A root kit is a generic term for malware that actively tries to hide itself by modifying those parts of the operating system that you would ordinarily use to see the malware’s presence or operation.
For instance, an item of malware might be installed in a particular directory (folder) and be automatically started when the system boots by an entry in a system startup configuration file. Once you know what to look for it is easy to spot, either if the user looks, or a virus scanner goes looking. A rootkit modifies the operating system and kernel so that the system facilities that would revel the presence of the malware are blind to it. For instance the file system may have added to it a simple bit of code that blanks out the malware files from any file listing. The process viewer similarly is modified to not show the running malware process, and whenever you try to look inside the configuration files the system serves up a faked file that is not the one used a boot time. And so it goes. Network activity monitors are blinded, the file system will report the correct sizes of modified files, and in an ever escalating war, whenever a detection system adds a mechanism to detect the malware, a new new feature is added to the rootkit to either disable or disguise the result.

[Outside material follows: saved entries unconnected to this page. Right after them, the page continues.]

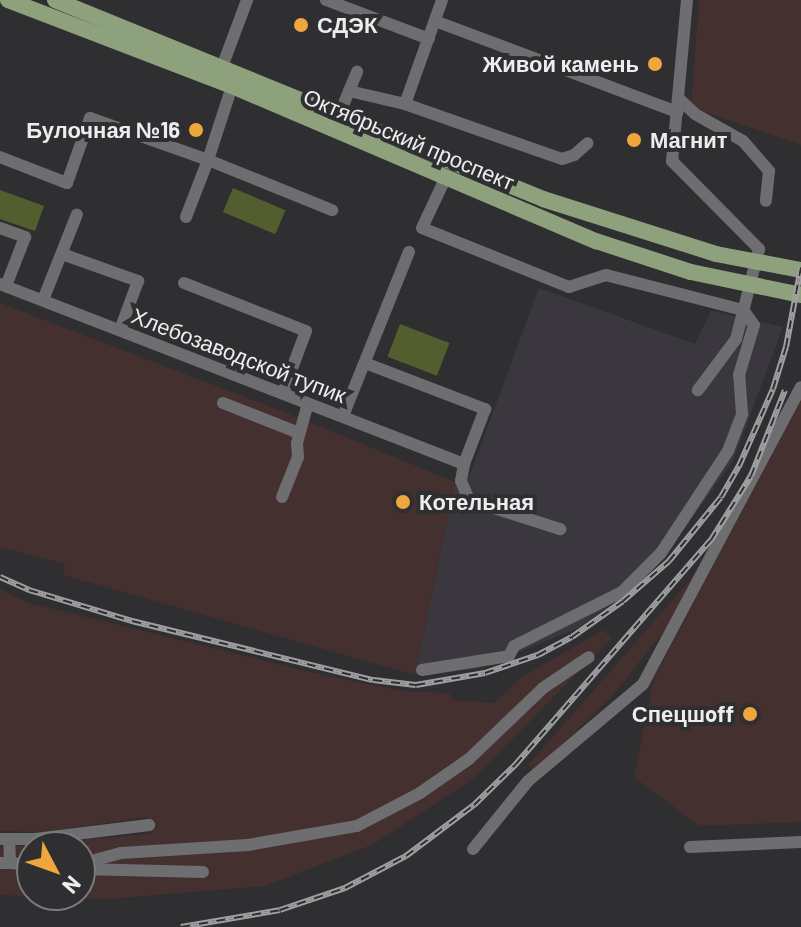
<!DOCTYPE html>
<html>
<head>
<meta charset="utf-8">
<style>
  body { margin:0 }
  #map { position:relative; width:801px; height:927px; overflow:hidden; background:#2f2e30; font-family:Barlow,sans-serif }
  div>[style] { position:absolute }
  [style*='--x'] { left:calc(var(--x)*1px); top:calc(var(--y)*1px); width:calc(var(--w)*1px); rotate:calc(var(--a)*1deg) }
  .built>* { inset:0; background:#3b373e }
  .industrial>* { inset:0; background:#44302f }
  .green>* { inset:0; background:#535e2e; transform-origin:0 0 }
  .minor>* { height:12px; margin:-6px; padding:0 6px; transform-origin:6px; border-radius:6px; background:#6e6d70 }
  .major>* { height:16px; margin:-8px; padding:0 8px; transform-origin:8px; border-radius:8px; background:#8da17d }
  .rail>* { height:6px; margin-top:-3px; transform-origin:0; background:repeating-linear-gradient(90deg,#2f2e30 0 9px,#a09fa1 0 18px); box-sizing:border-box; border-block:2px solid #a09fa1 }
  .dots>* { width:22px; height:22px; translate:-50% -50%; box-sizing:border-box; border:4px solid #2f2e30; border-radius:50% }
  span { translate:-50% -50%; white-space:nowrap; text-align:center; line-height:1.15; -webkit-text-stroke:8px #2f2e30; paint-order:stroke }
  .poi-label { font-size:22px; color:#edecee; font-weight:700 }
  .left { translate:0 -50%; text-align:left }
  .right { translate:-100% -50%; text-align:right }
  .street-label { font-size:22px; color:#edecee }
  .north { position:absolute; left:16px; top:831px; width:80px; height:80px; box-sizing:border-box; background:#2f2e30; border:2px solid #7b7a7c; border-radius:50%; rotate:131deg; font-size:22px; font-weight:700; line-height:32px; text-align:center; color:#edecee }
  .north::after { content:''; display:block; margin:auto; width:28px; height:36px; background:#eea73d; clip-path:polygon(50% 0,100% 100%,50% 72%,0 100%) }
</style>
</head>
<body>
<div id="map">
  <div class="built">
    <i style="clip-path:polygon(539px 288px,695px 344px,711px 311px,783px 327px,733px 461px,663px 559px,624px 595px,576px 629px,476px 669px,415px 675px,455px 482px,468px 480px)"></i>
  </div>
  <div class="industrial">
    <i style="clip-path:polygon(699px 0,801px 0,801px 145px,691px 107px)"></i>
    <i style="clip-path:polygon(0 303px,302px 419px,455px 482px,415px 675px,63px 575px,65px 564px,0 547px)"></i>
    <i style="clip-path:polygon(801px 400px,801px 822px,699px 826px,634px 777px,654px 678px)"></i>
    <i style="clip-path:polygon(691px 579px,694px 582px,671px 622px,610px 699px,535px 770px,528px 765px)"></i>
    <i style="clip-path:polygon(evenodd,0 589px,29px 603px,331px 677px,402px 691px,449px 693px,452px 700px,494px 703px,522px 677px,603px 630px,612px 638px,474px 778px,374px 844px,265px 886px,108px 899px,0 895px,0 847px,151px 834px,147px 817px,42px 832px,0 831px,0 589px,32px 847px,80px 847px,80px 895px,32px 895px,32px 847px)"></i>
  </div>
  <div class="green">
    <i style="left:233px;top:188px;width:57px;height:26px;rotate:23deg"></i>
    <i style="clip-path:polygon(0 190px,44px 206px,35px 231px,0 219px)"></i>
    <i style="left:400px;top:324px;width:53px;height:35px;rotate:21deg"></i>
  </div>
  <div class="minor">
    <i style="--x:326;--y:0;--w:110;--a:20.7"></i>
    <i style="--x:687;--y:0;--w:162;--a:95.3"></i>
    <i style="--x:672;--y:161;--w:124;--a:45.3"></i>
    <i style="--x:759;--y:249;--w:93;--a:104.3"></i>
    <i style="--x:736;--y:339;--w:64;--a:126.7"></i>
    <i style="--x:435;--y:21;--w:259;--a:20.6"></i>
    <i style="--x:222;--y:67;--w:72;--a:-69.5"></i>
    <i style="--x:349;--y:91;--w:57;--a:13.1"></i>
    <i style="--x:405;--y:104;--w:166;--a:19.3"></i>
    <i style="--x:562;--y:159;--w:13;--a:-18"></i>
    <i style="--x:574;--y:155;--w:18;--a:-41"></i>
    <i style="--x:678;--y:98;--w:23;--a:43"></i>
    <i style="--x:695;--y:114;--w:55;--a:29.4"></i>
    <i style="--x:743;--y:141;--w:40;--a:49"></i>
    <i style="--x:769;--y:171;--w:30;--a:96"></i>
    <i style="--x:405;--y:104;--w:110;--a:-70.4"></i>
    <i style="--x:339;--y:115;--w:47;--a:-67.3"></i>
    <i style="--x:0;--y:157;--w:72;--a:21.2"></i>
    <i style="--x:67;--y:183;--w:69;--a:-70.5"></i>
    <i style="--x:90;--y:118;--w:125;--a:19.6"></i>
    <i style="--x:208;--y:160;--w:78;--a:-72"></i>
    <i style="--x:186;--y:217;--w:61;--a:-68.9"></i>
    <i style="--x:208;--y:160;--w:134;--a:22"></i>
    <i style="--x:0;--y:228;--w:27;--a:20"></i>
    <i style="--x:25;--y:237;--w:53;--a:111.2"></i>
    <i style="--x:62;--y:254;--w:81;--a:19.6"></i>
    <i style="--x:138;--y:281;--w:52;--a:110.2"></i>
    <i style="--x:184;--y:283;--w:131;--a:21.5"></i>
    <i style="--x:306;--y:331;--w:66;--a:110.4"></i>
    <i style="--x:0;--y:284;--w:498;--a:21.2"></i>
    <i style="--x:43;--y:300;--w:92;--a:-68.4"></i>
    <i style="--x:365;--y:363;--w:129;--a:21"></i>
    <i style="--x:485;--y:409;--w:59;--a:110.9"></i>
    <i style="--x:464;--y:464;--w:17;--a:100"></i>
    <i style="--x:461;--y:481;--w:21;--a:67"></i>
    <i style="--x:469;--y:500;--w:96;--a:17.7"></i>
    <i style="--x:223;--y:403;--w:82;--a:21.5"></i>
    <i style="--x:343;--y:416;--w:177;--a:-68.1"></i>
    <i style="--x:282;--y:497;--w:43;--a:-68.2"></i>
    <i style="--x:298;--y:457;--w:14;--a:-94"></i>
    <i style="--x:297;--y:443;--w:41;--a:-74.6"></i>
    <i style="--x:422;--y:670;--w:88;--a:-9.1"></i>
    <i style="--x:509;--y:656;--w:11;--a:-63"></i>
    <i style="--x:514;--y:646;--w:121;--a:-26.6"></i>
    <i style="--x:622;--y:592;--w:55;--a:-45"></i>
    <i style="--x:661;--y:553;--w:122;--a:-56.7"></i>
    <i style="--x:728;--y:451;--w:40;--a:-69"></i>
    <i style="--x:742;--y:414;--w:39;--a:-94"></i>
    <i style="--x:739;--y:375;--w:52;--a:-73.3"></i>
    <i style="--x:754;--y:325;--w:19;--a:-126"></i>
    <i style="--x:743;--y:310;--w:141;--a:-165.7"></i>
    <i style="--x:606;--y:275;--w:39;--a:162"></i>
    <i style="--x:569;--y:287;--w:158;--a:-158.1"></i>
    <i style="--x:422;--y:228;--w:54;--a:-64.9"></i>
    <i style="--x:0;--y:839;--w:35;--a:0"></i>
    <i style="--x:35;--y:839;--w:115;--a:-7"></i>
    <i style="--x:690;--y:847;--w:111;--a:-2.6"></i>
    <i style="--x:473;--y:849;--w:87;--a:-51"></i>
    <i style="--x:528;--y:781;--w:150;--a:-40.1"></i>
    <i style="--x:643;--y:684;--w:336;--a:-62"></i>
    <i style="--x:0;--y:863;--w:10;--a:0"></i>
    <i style="--x:10;--y:863;--w:24;--a:-92"></i>
    <i style="--x:10;--y:863;--w:22;--a:5"></i>
    <i style="--x:80;--y:864;--w:42;--a:-15"></i>
    <i style="--x:121;--y:853;--w:127;--a:-3.6"></i>
    <i style="--x:248;--y:845;--w:111;--a:-9.9"></i>
    <i style="--x:357;--y:826;--w:71;--a:-27.6"></i>
    <i style="--x:420;--y:793;--w:60;--a:-34.8"></i>
    <i style="--x:469;--y:759;--w:103;--a:-43.8"></i>
    <i style="--x:543;--y:688;--w:55;--a:-34"></i>
    <i style="--x:80;--y:869;--w:123;--a:1.4"></i>
  </div>
  <div class="major">
    <i style="--x:8;--y:0;--w:240;--a:21"></i>
    <i style="--x:232;--y:86;--w:396;--a:23.1"></i>
    <i style="--x:596;--y:241;--w:100;--a:18.1"></i>
    <i style="--x:691;--y:272;--w:112;--a:11.8"></i>
    <i style="--x:55;--y:0;--w:527;--a:22.18"></i>
    <i style="--x:543;--y:199;--w:182;--a:17.6"></i>
    <i style="--x:716;--y:254;--w:86;--a:10.7"></i>
  </div>
  <div class="rail">
    <i style="--x:0;--y:577;--w:32;--a:24"></i>
    <i style="--x:29;--y:590;--w:108;--a:16.8"></i>
    <i style="--x:132;--y:621;--w:248;--a:13.8"></i>
    <i style="--x:373;--y:680;--w:43;--a:6.6"></i>
    <i style="--x:416;--y:685;--w:70;--a:-9.9"></i>
    <i style="--x:485;--y:673;--w:56;--a:-18.8"></i>
    <i style="--x:538;--y:655;--w:38;--a:-28"></i>
    <i style="--x:572;--y:637;--w:62;--a:-35.2"></i>
    <i style="--x:623;--y:601;--w:61;--a:-41"></i>
    <i style="--x:669;--y:561;--w:82;--a:-50.9"></i>
    <i style="--x:721;--y:497;--w:36;--a:-60"></i>
    <i style="--x:739;--y:466;--w:84;--a:-66.2"></i>
    <i style="--x:773;--y:389;--w:44;--a:-72.8"></i>
    <i style="--x:786;--y:347;--w:81;--a:-79.4"></i>
    <i style="--x:181;--y:927;--w:100;--a:-9.7"></i>
    <i style="--x:280;--y:910;--w:69;--a:-18.7"></i>
    <i style="--x:345;--y:888;--w:69;--a:-27.7"></i>
    <i style="--x:406;--y:856;--w:85;--a:-36.9"></i>
    <i style="--x:474;--y:805;--w:59;--a:-44.3"></i>
    <i style="--x:516;--y:764;--w:297;--a:-49"></i>
    <i style="--x:711;--y:540;--w:75;--a:-58"></i>
    <i style="--x:751;--y:476;--w:92;--a:-68.4"></i>
  </div>
  <div class="dots">
    <i style="left:301px;top:25px;background:#eea73d"></i>
    <i style="left:655px;top:64px;background:#eea73d"></i>
    <i style="left:196px;top:130px;background:#eea73d"></i>
    <i style="left:634px;top:140px;background:#eea73d"></i>
    <i style="left:403px;top:502px;background:#eea73d"></i>
    <i style="left:750px;top:714px;background:#eea73d"></i>
  </div>
  <div class="poi-label">
    <span class="left" style="left:317px;top:25px">СДЭК</span>
    <span class="right" style="left:639px;top:64px">Живой камень</span>
    <span class="right" style="left:180px;top:130px">Булочная №16</span>
    <span class="left" style="left:650px;top:140px">Магнит</span>
    <span class="left" style="left:419px;top:502px">Котельная</span>
    <span class="right" style="left:734px;top:714px">Спецшoff</span>
  </div>
  <div class="street-label">
    <span style="left:409px;top:139px;rotate:23deg">Октябрьский проспект</span>
    <span style="left:239px;top:355px;rotate:21deg">Хлебозаводской тупик</span>
  </div>
  <div class="north">N</div>
</div>
</body>
</html>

Within the taxonomy of malware, rootkits probably do count as proper viruses. They involve changes to the code of the target system (in the same manner that a biological virus adds itself to the DNA of an infected cell.) In some ways a rootkit is a little analogous to HIV, in that it actively attacks the defence systems of the host.
A related issue with rootkits, it the sophistication they have in hiding parts of themselves and of adding reinfection mechanisms. Because elements of the operating system have been infected, there is nothing left you can trust. If you delete files related to the malware, you can’t trust the operating system to have really deleted them, or you can’t trust the system not to still contain other code that will simply reinstall them. Worse, some modern rootkits hide components of themselves outside the normal parts of the filesystem. They can hide important components in unused parts of the disk, so they are easily available for installation, and a very nasty variant installs a re-installation program in the bootstrap sector of the disk - not a part of the the disk that is overwritten during a complete installation of the operating system, but one that is automatically executed every time you boot the computer.
Running detection software from a CD can be useful, since the CD is not writeable, and we hope has not been built from an infected source (not a complete given) we can reasonably assume it can’t be subverted, and will detect the malware. But, whether it is able to find every hiding hole the malware secretes itself in is another matter.
As they say in the classics, nuke it from space, is the only way to be sure.